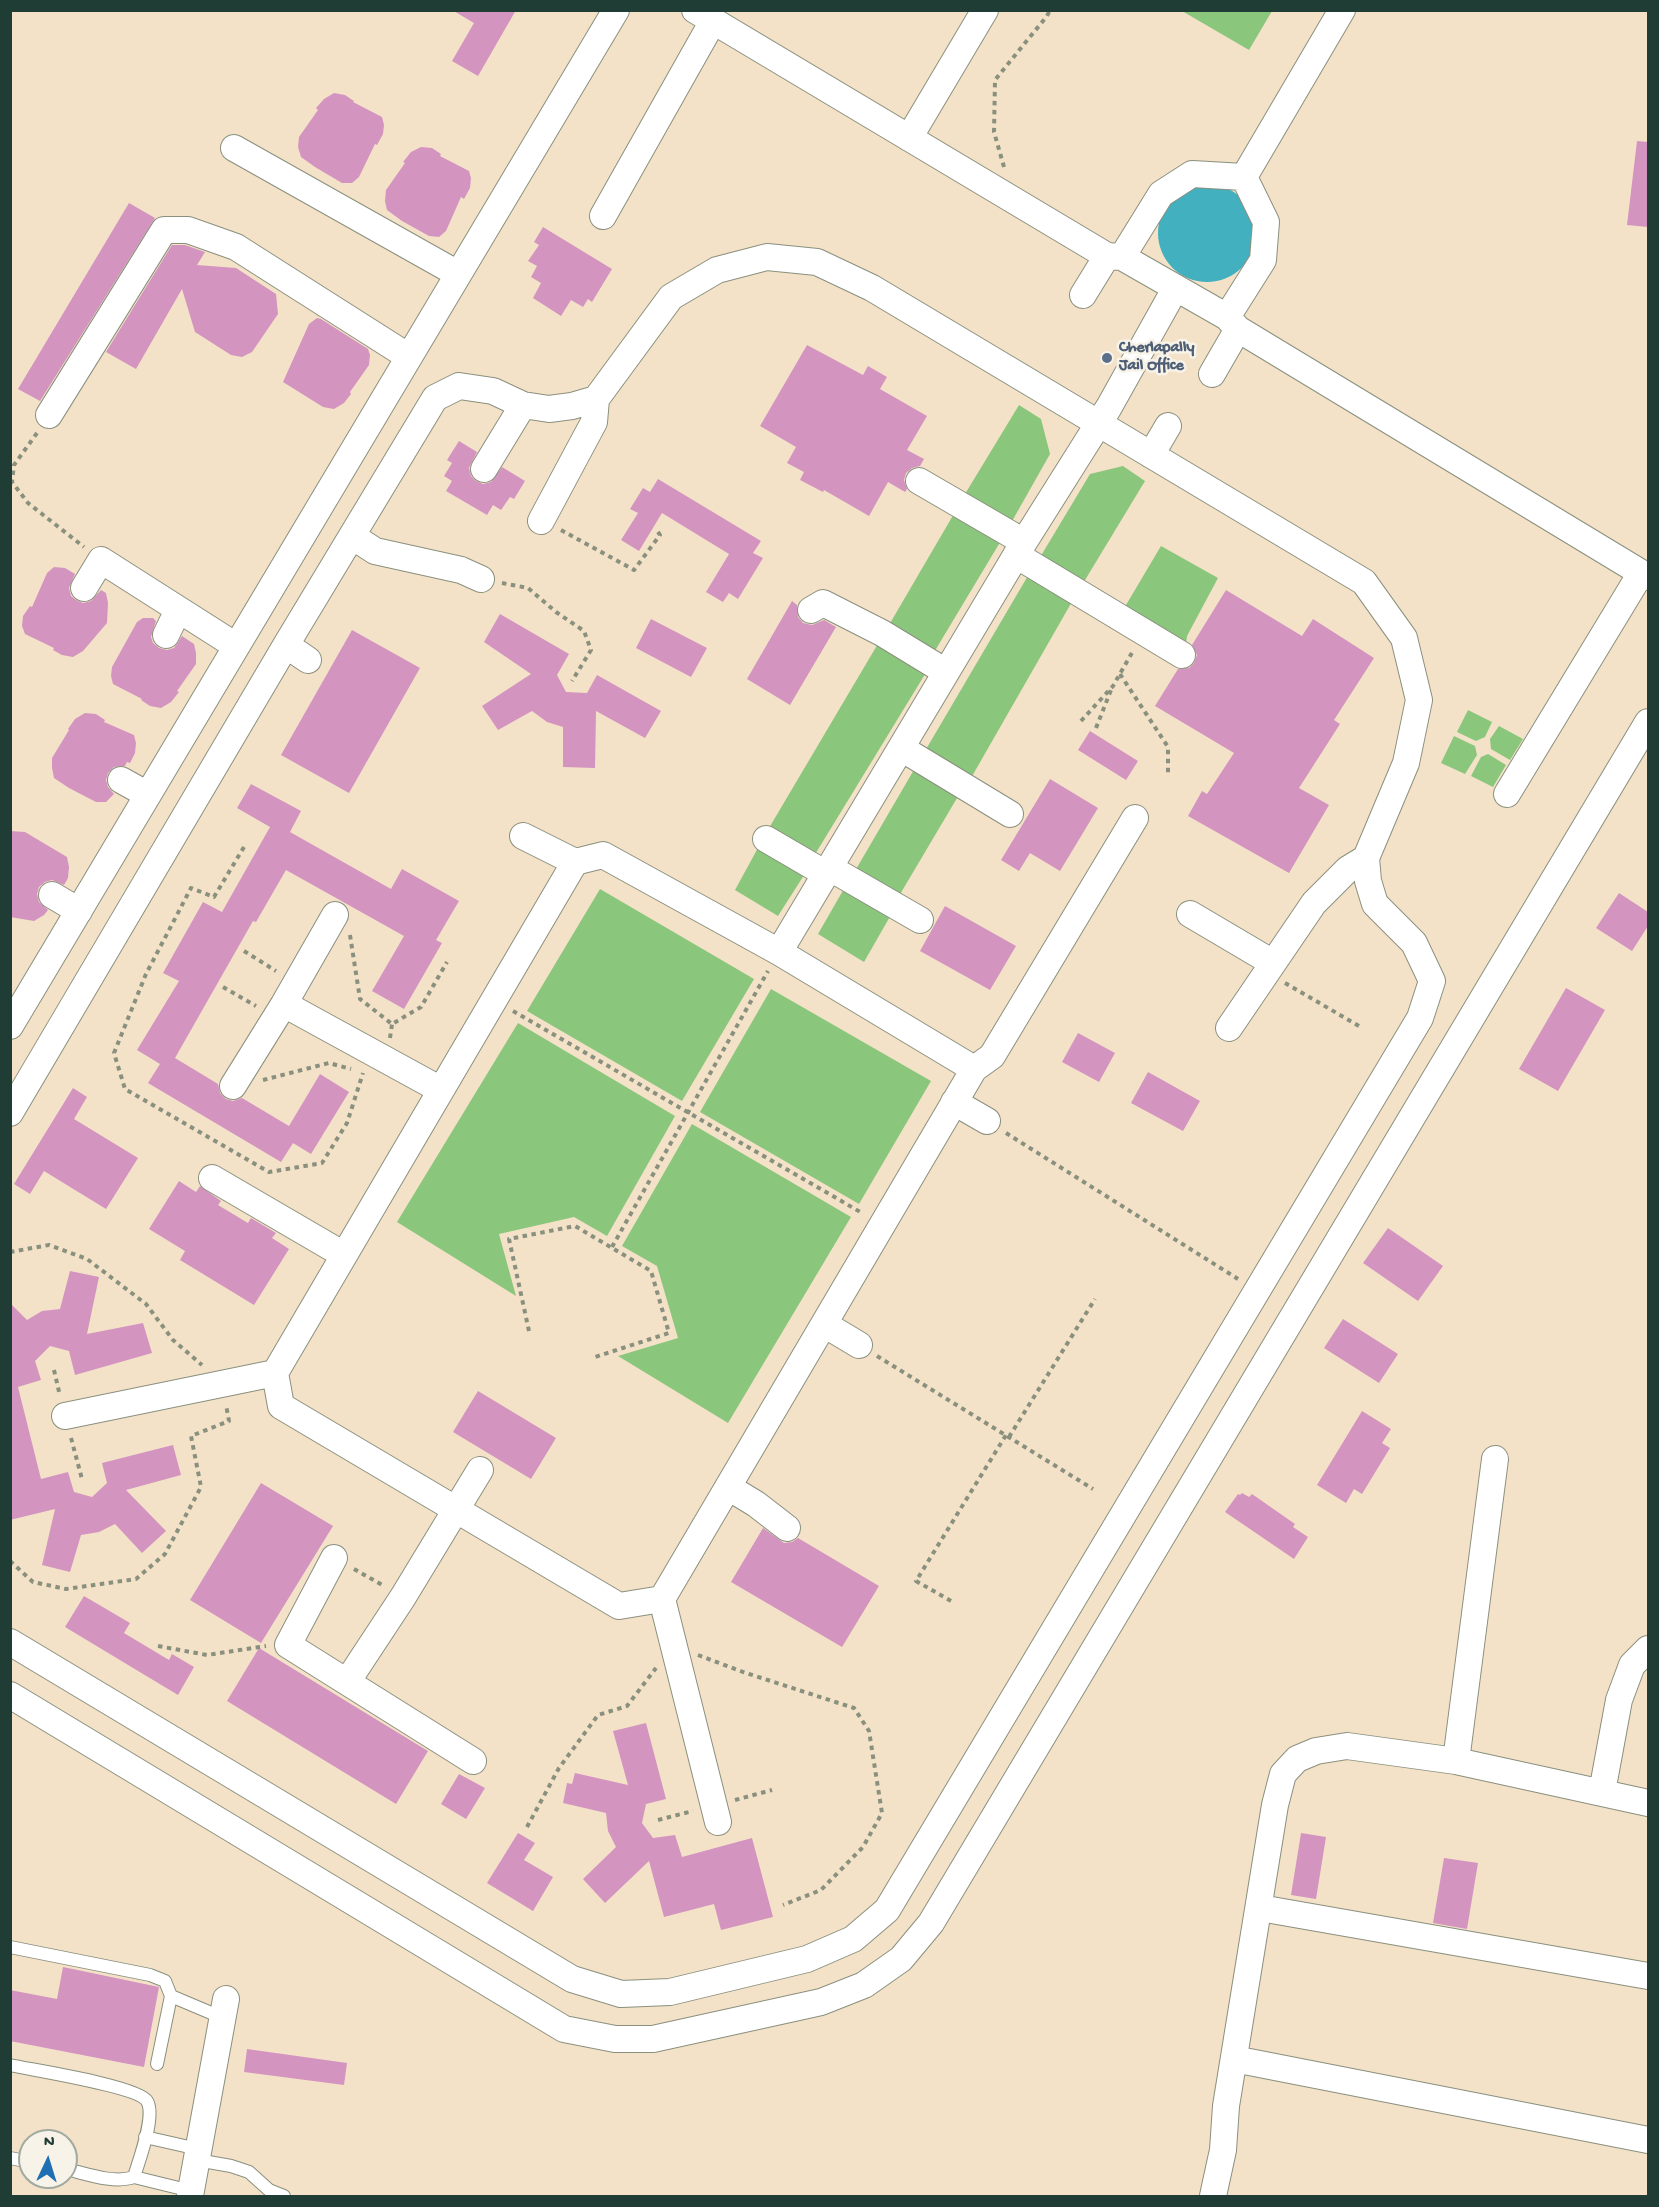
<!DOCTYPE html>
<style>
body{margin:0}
#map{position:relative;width:1659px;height:2207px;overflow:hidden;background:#f4e2c8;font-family:"Gochi Hand",sans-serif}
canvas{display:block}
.frame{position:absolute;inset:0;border:12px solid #1f3d34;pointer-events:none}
.north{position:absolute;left:18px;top:2129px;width:60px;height:60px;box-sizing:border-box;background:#f7f3e8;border:2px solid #a1aaa0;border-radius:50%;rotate:4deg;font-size:16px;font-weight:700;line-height:24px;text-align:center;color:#1f3d34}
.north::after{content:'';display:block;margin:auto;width:21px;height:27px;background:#1f6fb2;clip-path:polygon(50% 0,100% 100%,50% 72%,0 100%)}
</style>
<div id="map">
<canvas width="1659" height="2207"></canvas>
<div class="frame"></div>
<div class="north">N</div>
</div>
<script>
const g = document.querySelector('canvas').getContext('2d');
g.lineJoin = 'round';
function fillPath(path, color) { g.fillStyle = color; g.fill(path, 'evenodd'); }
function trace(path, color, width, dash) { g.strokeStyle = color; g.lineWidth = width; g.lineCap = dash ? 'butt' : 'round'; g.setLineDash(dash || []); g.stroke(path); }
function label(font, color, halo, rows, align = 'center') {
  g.font = font + ' "Gochi Hand",sans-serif'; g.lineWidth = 5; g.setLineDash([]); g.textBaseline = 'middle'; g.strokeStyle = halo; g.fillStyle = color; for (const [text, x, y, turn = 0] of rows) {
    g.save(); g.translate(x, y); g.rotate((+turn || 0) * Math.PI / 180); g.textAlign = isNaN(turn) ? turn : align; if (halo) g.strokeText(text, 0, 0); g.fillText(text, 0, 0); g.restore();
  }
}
const green = new Path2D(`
 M 1182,11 L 1272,11 L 1249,50 Z
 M 1019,405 L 1041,419 L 1050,454 L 1011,523 L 965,494 Z
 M 1123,466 L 1145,481 L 1082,585 L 1039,559 L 1090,474 Z
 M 955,512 L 1002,539 L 933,654 L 889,625 Z
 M 1161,546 L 1218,578 L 1187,636 L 1186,644 L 1123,610 Z
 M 1029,574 L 1073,600 L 971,778 L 925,751 Z
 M 879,642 L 927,671 L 814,856 L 769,828 Z
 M 1468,710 L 1492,722 L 1485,737 L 1476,741 L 1457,732 Z
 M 1499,726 L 1523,739 L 1510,760 L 1491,749 L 1490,739 Z
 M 1454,736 L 1475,746 L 1477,755 L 1465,774 L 1441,763 Z
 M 1488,754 L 1506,765 L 1493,787 L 1471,776 L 1481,757 Z
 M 915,768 L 960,793 L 899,896 L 855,871 Z
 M 759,846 L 806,872 L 778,916 L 735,890 Z
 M 845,887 L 892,913 L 864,962 L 818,934 Z
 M 600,889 L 754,979 L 682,1101 L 527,1011 Z
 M 771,989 L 931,1081 L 859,1204 L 700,1112 Z
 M 518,1023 L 675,1116 L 607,1236 L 574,1217 L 499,1234 L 516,1296 L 397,1222 Z
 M 692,1124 L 851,1217 L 728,1423 L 618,1356 L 678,1338 L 657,1266 L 622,1246 Z`);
const water = new Path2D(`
 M1158 233a49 49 0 1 1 98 0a49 49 0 1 1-98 0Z`);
const building = new Path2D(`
 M 452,10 L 516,10 L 478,76 L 452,61 L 474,23 Z
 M 334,93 L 345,95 L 354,101 L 353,102 L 382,117 L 384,125 L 383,134 L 377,145 L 375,144 L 359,177 L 352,183 L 342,183 L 315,167 L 301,157 L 298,147 L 299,137 L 318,110 L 316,108 L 324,99 Z
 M 1637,141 L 1648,142 L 1648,227 L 1627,225 Z
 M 421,147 L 432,148 L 441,154 L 440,156 L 469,171 L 471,178 L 470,188 L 464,199 L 461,197 L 446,231 L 439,237 L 429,236 L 402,221 L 387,210 L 385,201 L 386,190 L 405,163 L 403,162 L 411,152 Z
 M 129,203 L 155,218 L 40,401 L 18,389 Z
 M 543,227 L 612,269 L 592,302 L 588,299 L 583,307 L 571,300 L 561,316 L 533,298 L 541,283 L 531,277 L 537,266 L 528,261 L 539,245 L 534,242 Z
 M 172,245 L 185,245 L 205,252 L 197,265 L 236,268 L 276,294 L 278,314 L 252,352 L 242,357 L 231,355 L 195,332 L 182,289 L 136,369 L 106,352 Z
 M 317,318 L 321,319 L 368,349 L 370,355 L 369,365 L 350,392 L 351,394 L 344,403 L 334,409 L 323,407 L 283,382 L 309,324 Z
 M 807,345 L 863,375 L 868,366 L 887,377 L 880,389 L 927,416 L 907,450 L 924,459 L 920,466 L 912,468 L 906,473 L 904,480 L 907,489 L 905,492 L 888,482 L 869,516 L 824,490 L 823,492 L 800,480 L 804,472 L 787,463 L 796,447 L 760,426 Z
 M 459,441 L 477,452 L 469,468 L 471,476 L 476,481 L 483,484 L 491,482 L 502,467 L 525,481 L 514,499 L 510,497 L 501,510 L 493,505 L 487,515 L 446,491 L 452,481 L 444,476 L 452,463 L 447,460 Z
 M 658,479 L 761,541 L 753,553 L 763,558 L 738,599 L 729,593 L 723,602 L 706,592 L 729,554 L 662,513 L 639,551 L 621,540 L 638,513 L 630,509 L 643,488 L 650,492 Z
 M 54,567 L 65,568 L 75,574 L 69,588 L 71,596 L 76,600 L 83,603 L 91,601 L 101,590 L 106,593 L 108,603 L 107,623 L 83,651 L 73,657 L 62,655 L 53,650 L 54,648 L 25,634 L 22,626 L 23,616 L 30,606 L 32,607 L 47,573 Z
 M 1226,590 L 1302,636 L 1313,619 L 1374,658 L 1334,720 L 1340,724 L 1299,788 L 1329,805 L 1289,873 L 1188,816 L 1202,791 L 1207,794 L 1234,753 L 1155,706 L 1178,669 L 1189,668 L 1194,663 L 1197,655 L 1192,645 Z
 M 792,601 L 797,605 L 798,617 L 803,623 L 812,625 L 824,620 L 836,627 L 790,705 L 747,679 Z
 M 500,614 L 569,654 L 557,675 L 566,692 L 587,693 L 597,675 L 661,711 L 645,738 L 596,711 L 595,768 L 563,767 L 563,727 L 547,722 L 532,711 L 498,730 L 482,706 L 531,674 L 484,642 Z
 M 143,618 L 153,618 L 156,621 L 151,637 L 153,643 L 159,648 L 167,650 L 174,648 L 182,636 L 194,644 L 196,653 L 196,664 L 177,691 L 179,692 L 171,702 L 161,708 L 150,706 L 141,700 L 142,699 L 113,684 L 111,676 L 112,667 L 137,622 Z
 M 651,619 L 707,648 L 691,677 L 636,648 Z
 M 352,630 L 420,668 L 349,793 L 281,755 Z
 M 85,713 L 96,714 L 105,720 L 104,722 L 134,735 L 136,743 L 135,753 L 130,763 L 127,762 L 125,766 L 114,767 L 108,773 L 106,780 L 108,787 L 114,794 L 106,802 L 96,802 L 69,788 L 54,778 L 52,768 L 52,758 L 69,730 L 68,729 L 75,719 Z
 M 1090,731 L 1138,761 L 1126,780 L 1078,750 Z
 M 1050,779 L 1098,808 L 1060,871 L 1030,853 L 1019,871 L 1001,860 Z
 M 251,784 L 301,811 L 290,832 L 391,889 L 402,869 L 459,901 L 436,940 L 442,943 L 404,1009 L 372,991 L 404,936 L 286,870 L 256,922 L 253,921 L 175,1058 L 218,1084 L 220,1093 L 226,1099 L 233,1101 L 242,1098 L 289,1126 L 320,1074 L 349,1092 L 311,1154 L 293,1143 L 281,1162 L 148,1083 L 160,1064 L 137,1050 L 179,981 L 163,973 L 203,902 L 222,912 L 270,827 L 237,808 Z
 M 10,831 L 25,832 L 67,857 L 69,867 L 68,878 L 64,885 L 52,880 L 45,882 L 39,887 L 37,894 L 39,902 L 48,910 L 44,915 L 34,921 L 10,917 Z
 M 1619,893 L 1648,912 L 1648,926 L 1632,951 L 1596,928 Z
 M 945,906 L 1016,946 L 990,990 L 920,951 Z
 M 1566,988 L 1605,1010 L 1558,1091 L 1519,1069 Z
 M 1078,1033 L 1115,1053 L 1099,1082 L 1062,1062 Z
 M 1148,1072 L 1200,1101 L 1183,1131 L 1131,1103 Z
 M 73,1088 L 87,1097 L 74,1119 L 138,1158 L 106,1209 L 44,1171 L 30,1194 L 14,1184 Z
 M 179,1181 L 196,1192 L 200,1186 L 221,1201 L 218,1205 L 248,1223 L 251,1218 L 276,1233 L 272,1238 L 289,1249 L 254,1305 L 180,1260 L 185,1251 L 149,1229 Z
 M 1388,1228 L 1443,1266 L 1418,1301 L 1363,1263 Z
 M 70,1271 L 99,1277 L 87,1334 L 143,1323 L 152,1353 L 75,1375 L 69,1351 L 50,1346 L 35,1361 L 41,1380 L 18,1387 L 41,1479 L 68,1472 L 74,1492 L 92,1497 L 107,1483 L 102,1463 L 173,1445 L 181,1475 L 126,1490 L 166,1531 L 142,1553 L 115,1524 L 99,1532 L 81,1535 L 70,1572 L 42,1565 L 55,1509 L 10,1520 L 10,1303 L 27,1320 L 42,1311 L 60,1309 Z
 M 1343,1319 L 1398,1354 L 1379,1383 L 1324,1348 Z
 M 478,1391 L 556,1438 L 531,1479 L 453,1432 Z
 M 1362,1411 L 1391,1429 L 1382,1443 L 1390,1448 L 1362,1494 L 1354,1489 L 1346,1503 L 1317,1485 Z
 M 261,1483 L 333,1526 L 261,1643 L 190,1600 Z
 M 1242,1493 L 1249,1497 L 1252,1494 L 1295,1524 L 1293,1527 L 1308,1537 L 1294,1559 L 1225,1512 L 1238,1494 L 1240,1495 Z
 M 763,1528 L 784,1543 L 792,1542 L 798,1538 L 879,1586 L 842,1647 L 731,1582 Z
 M 84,1596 L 130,1623 L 124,1633 L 169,1660 L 172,1654 L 194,1667 L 178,1695 L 65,1627 Z
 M 259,1648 L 428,1751 L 396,1804 L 227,1701 Z
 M 646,1723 L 666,1799 L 646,1804 L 642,1823 L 653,1838 L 675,1835 L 682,1857 L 752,1838 L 773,1917 L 721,1930 L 714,1904 L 664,1917 L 649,1861 L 605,1903 L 583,1879 L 616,1847 L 608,1831 L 606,1813 L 563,1803 L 567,1783 L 572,1784 L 575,1773 L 628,1785 L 613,1731 Z
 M 459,1774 L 485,1788 L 466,1819 L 441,1804 Z
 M 518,1833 L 535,1843 L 524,1860 L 553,1877 L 533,1911 L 487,1883 Z
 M 1301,1833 L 1326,1837 L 1316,1899 L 1291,1895 Z
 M 1444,1858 L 1478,1863 L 1467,1929 L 1433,1923 Z
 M 63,1967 L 159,1987 L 144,2067 L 10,2041 L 10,1990 L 57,1999 Z
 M 247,2049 L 347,2063 L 344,2085 L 244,2072 Z`);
const path = new Path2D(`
 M 1004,167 L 994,132 L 995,80 L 1047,16 L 1050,10
 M 37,433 L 14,465 L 12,482 L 28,503 L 84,547
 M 561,530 L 634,570 L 660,535 L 656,529
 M 502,583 L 528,588 L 556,612 L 584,631 L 591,650 L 572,681
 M 1120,674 L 1168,747 L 1168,776
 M 1081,721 L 1113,686 L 1133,651
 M 1096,728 L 1111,690
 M 244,847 L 214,897 L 191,888 L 146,974 L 114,1053 L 125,1089 L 269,1172 L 322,1163 L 347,1123 L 363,1073
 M 350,935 L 360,999 L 392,1024 L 421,1007 L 447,962
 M 244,951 L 276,971
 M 1285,983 L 1359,1026
 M 223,987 L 256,1006
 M 513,1011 L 862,1213
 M 390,1038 L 392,1024
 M 263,1080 L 329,1063 L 351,1069
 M 1006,1133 L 1238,1279
 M 612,1247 L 768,971
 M 10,1252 L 49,1245 L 87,1259 L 146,1304 L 173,1340 L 202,1365
 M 529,1331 L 509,1239 L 575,1226 L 651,1271 L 669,1333 L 595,1357
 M 877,1356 L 1093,1489
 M 54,1370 L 60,1396
 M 1009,1437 L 1095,1299
 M 71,1438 L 82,1479
 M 10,1561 L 33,1582 L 66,1589 L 136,1579 L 165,1554 L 201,1487 L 191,1436 L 229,1421 L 226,1405
 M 354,1569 L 384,1586
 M 951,1601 L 916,1581 L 1006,1435
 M 158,1646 L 207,1655 L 266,1646
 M 698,1655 L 743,1672 L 854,1708 L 869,1731 L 882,1813 L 863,1847 L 821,1890 L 783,1905
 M 735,1800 L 772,1790
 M 658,1820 L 693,1811
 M 527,1827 L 559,1768 L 598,1715 L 627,1706 L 656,1668`);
const service = new Path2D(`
 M 10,1947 L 150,1975 L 165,1981 L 171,1996 L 157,2064
 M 171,1996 L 223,2018
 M 10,2065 C 32,2070 138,2086 147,2101 C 156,2116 139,2160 134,2177 C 114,2184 87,2174 66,2169
 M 145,2137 L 198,2149
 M 10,2158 L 30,2162
 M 197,2160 L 231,2166 L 249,2172 L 269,2190 L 284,2196
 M 134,2177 L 191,2191`);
const minor = new Path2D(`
 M 695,10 L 1107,256 L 1122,257 L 1227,317 L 1263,260 L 1266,222 L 1244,177 L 1192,174 L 1161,194 L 1122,257
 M 909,138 L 985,10
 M 234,148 L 458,274
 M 1244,177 L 1342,10
 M 603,216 L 713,21
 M 1083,295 L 1107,256
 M 1227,317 L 1238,329 L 1648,577
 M 1212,374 L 1238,329
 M 49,415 L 164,230 L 188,230 L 236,247 L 409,357
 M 1151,455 L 1168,426
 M 484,469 L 523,405
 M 919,481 L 1024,542
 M 541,521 L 594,422 L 596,399
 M 352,536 L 375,551 L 461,570 L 481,579
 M 1016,555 L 1182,655
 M 84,588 L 101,560 L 236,646
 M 811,610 L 823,603 L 882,633 L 946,672
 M 166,635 L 178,610
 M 286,645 L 308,660
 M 901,748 L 1010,814
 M 121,780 L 148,795
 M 1507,794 L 1641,573
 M 523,836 L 575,862
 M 766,839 L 826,874
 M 830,868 L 920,920
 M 52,895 L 79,911
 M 1190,914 L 1273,963
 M 335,915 L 284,1004 L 441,1090
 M 779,952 L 603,855 L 575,862 L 275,1373 L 281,1406 L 619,1606 L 662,1599 L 974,1069 L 779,952 L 1024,542 L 1109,407 L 1175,289
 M 10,1026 L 616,10
 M 1229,1028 L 1314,903 L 1348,869 L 1366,858
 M 974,1069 L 992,1056 L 1135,818
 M 233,1086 L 284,1004
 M 954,1102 L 987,1121
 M 10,1113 L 286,645 L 435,398 L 459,386 L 493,391 L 523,405 L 549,409 L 572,406 L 596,399 L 671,297 L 717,270 L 767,257 L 817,262 L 872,288 L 1364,582 L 1404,638 L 1419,700 L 1406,763 L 1366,858 L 1368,881 L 1375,904 L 1414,943 L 1432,981 L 1420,1018 L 887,1910 L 853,1939 L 807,1959 L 670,1992 L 621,1994 L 572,1979 L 10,1642
 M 212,1178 L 344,1255
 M 824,1324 L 859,1345
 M 65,1416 L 275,1373
 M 728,1487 L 756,1504 L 787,1528
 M 334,1558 L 288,1645 L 347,1682
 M 662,1599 L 718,1822
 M 10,1695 L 564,2029 L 615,2039 L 653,2039 L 821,2002 L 864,1985 L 901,1959 L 931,1923 L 1648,722
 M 473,1761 L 347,1682 L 403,1597 L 480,1470
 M 1456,1761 L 1495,1459
 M 1602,1792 L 1619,1700 L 1632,1665 L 1648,1649
 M 1260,1908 L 1648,1976
 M 1234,2059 L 1648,2140
 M 190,2196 L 226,1999
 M 1213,2196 L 1223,2150 L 1226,2106 L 1275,1805 L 1283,1774 L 1297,1759 L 1316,1751 L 1347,1746 L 1456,1761 L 1648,1803`);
const markers = [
 [1107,358,6,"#5c6f8a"]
];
const serviceNames = [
 ["Cherlapally",1119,349],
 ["Jail Office",1119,367]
];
fillPath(green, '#8ac67b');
fillPath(water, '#43b0c0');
fillPath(building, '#d394c0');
trace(service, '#8a907e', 14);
trace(minor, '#8a907e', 28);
trace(path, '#8a907e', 4, [4.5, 4.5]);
trace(service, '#fff', 12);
trace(minor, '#fff', 26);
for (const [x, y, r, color] of markers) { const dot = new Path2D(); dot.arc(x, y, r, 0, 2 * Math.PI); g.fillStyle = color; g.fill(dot); trace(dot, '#f7f3e8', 2); }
label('bold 16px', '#4e5e75', '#f7f3e8', serviceNames, 'left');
</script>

== == ==

PROBLEM STATEMENT:
Lines above containing "lineWidth": how many? Reply with the number only.

RESULT BELOW:
2